For the 193-nm scanner lenses now coming to the market, about 10 percent of the lens material comes from calcium fluoride. For the 157-nm scanners, all of the lenses are made from the CaFl material.

"The yield for 157-grade calcium fluoride is quite, quite low. Several new factories are needed, and while some investments are being made, nothing big enough is being built to supply the industry. So it is an open question whether 157-nm systems will be available in volumes, in the time frame that industry needs them. It also depends on whether EUV will be ready in time," Silverman said in an interview following his keynote address.

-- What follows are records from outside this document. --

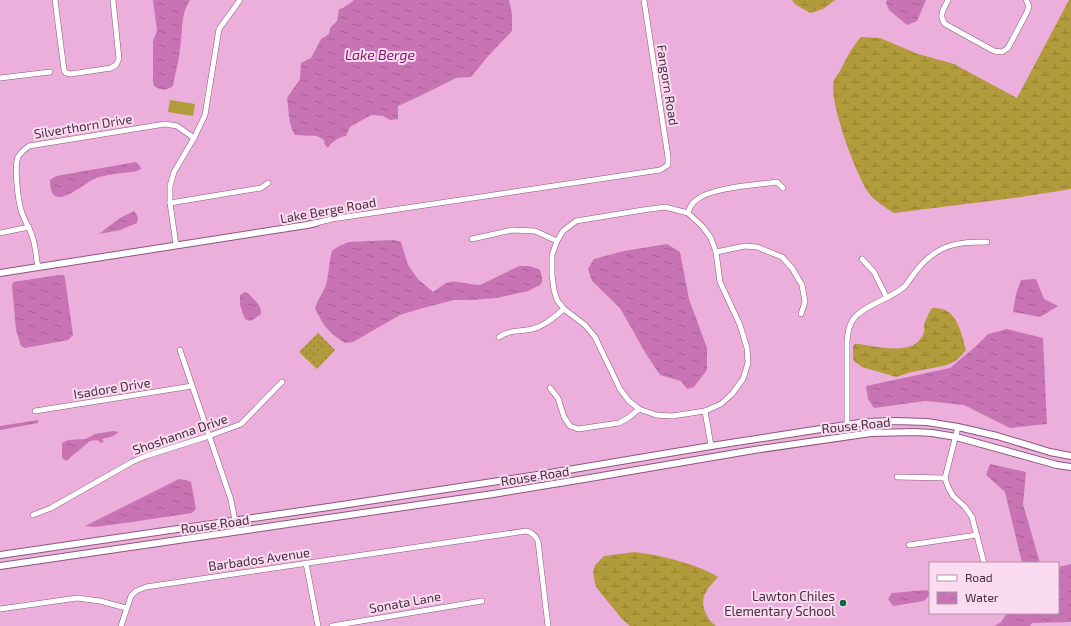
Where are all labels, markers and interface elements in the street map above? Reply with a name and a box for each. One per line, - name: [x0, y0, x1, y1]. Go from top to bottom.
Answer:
- street label: Fangorn Road: [654, 43, 682, 127]
- water label: Lake Berge: [345, 46, 416, 63]
- street label: Silverthorn Drive: [33, 110, 133, 142]
- street label: Lake Berge Road: [279, 194, 377, 226]
- street label: Isadore Drive: [72, 374, 152, 402]
- street label: Shoshanna Drive: [130, 410, 230, 458]
- street label: Rouse Road: [821, 413, 891, 437]
- street label: Rouse Road: [500, 463, 570, 489]
- street label: Rouse Road: [180, 511, 250, 537]
- street label: Barbados Avenue: [207, 544, 311, 574]
- legend: [929, 562, 1059, 614]
- text: Road: [965, 570, 993, 584]
- street label: Sonata Lane: [368, 588, 442, 616]
- place label: Lawton Chiles Elementary School: [724, 588, 835, 619]
- text: Water: [965, 590, 999, 604]
- marker: Lawton Chiles Elementary School: [838, 598, 848, 608]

Silverman said that Intel's "primary goal" is to make EUV work for critical dimensions at the 45-nm node. "The default is to make 157-nm work, and if we can't do that, then we will make 193-nm lithography work by using more reticle enhancement techniques."

To get high-throughput EUV systems, the laser source must be improved to generate more of the extreme ultraviolet radiation, or light. Today's best YAG lasers hit a xenon target and generate only about 10 Watts of radiation, a level that must be boosted to 100 Watts or more for high-throughput commercial production.

Gwynn, the EUV LLC director who plans to retire from Intel at the end of this year, said there are several ways that the throughput of EUV scanners will be improved. The most obvious is to boost the output power of the source by an order of magnitude, and Gwyn said over the past two years source output has improved by an order of magnitude, albeit only to 10-20 Watts.

Improved resists needed

The sensitivity of the resist must be improved, and in his keynote address Silverman mentioned a target of 2 milliJoules of sensitivity for commercial EUV resists - another goal considered lofty by participants at the symposium.

Gwyn said throughput can be increased as the reflectivity ratio is increased for the 11 multi-layer coated mirrors, which form the condensor and reflective optics subsystems. A 1percent improvement in the reflectivity of each mirror will boost the power of the light at the wafer by 10 percent, he noted. And much work remains to be done on condensor design, collecting more of the photons generated by the laser source.

The symposium comes as the EUV LLC winds down much of its early development and proof-of-concept work. Since 1997, more than 250 scientists from three national labs - Lawrence Livermore, Lawrence Berkeley, and Sandia - have worked within a "virtual national lab," which worked in cooperation with the EUV LLC. A much smaller number of engineers from the EUV LLC member companies, including the founding members, AMD, Intel, and Motorola, and more recently Micron Technology, IBM, and Infineon, also worked to develop the EUV engineering test stand at Livermore.

With EUV moving to the commercialization phase, International Sematech will handle much of the vendor coordination effort, Gwyn said. And EUV development efforts are picking up momentum in Europe and Japan, he added. Since the United States lacks a major lithography vendor that would commercialize the EUV technology, the EUV LLC has worked closely with ASML, which acquired the Silicon Valley Group lithography division two years ago.

"Europe is leading in EUV commercialization, but Japan also is scaling up rapidly," Gwyn said. If progress continues, the industry will meet its goal of using EUV initially for commercial production in 2007, with volume scanner shipments by the end of the decade.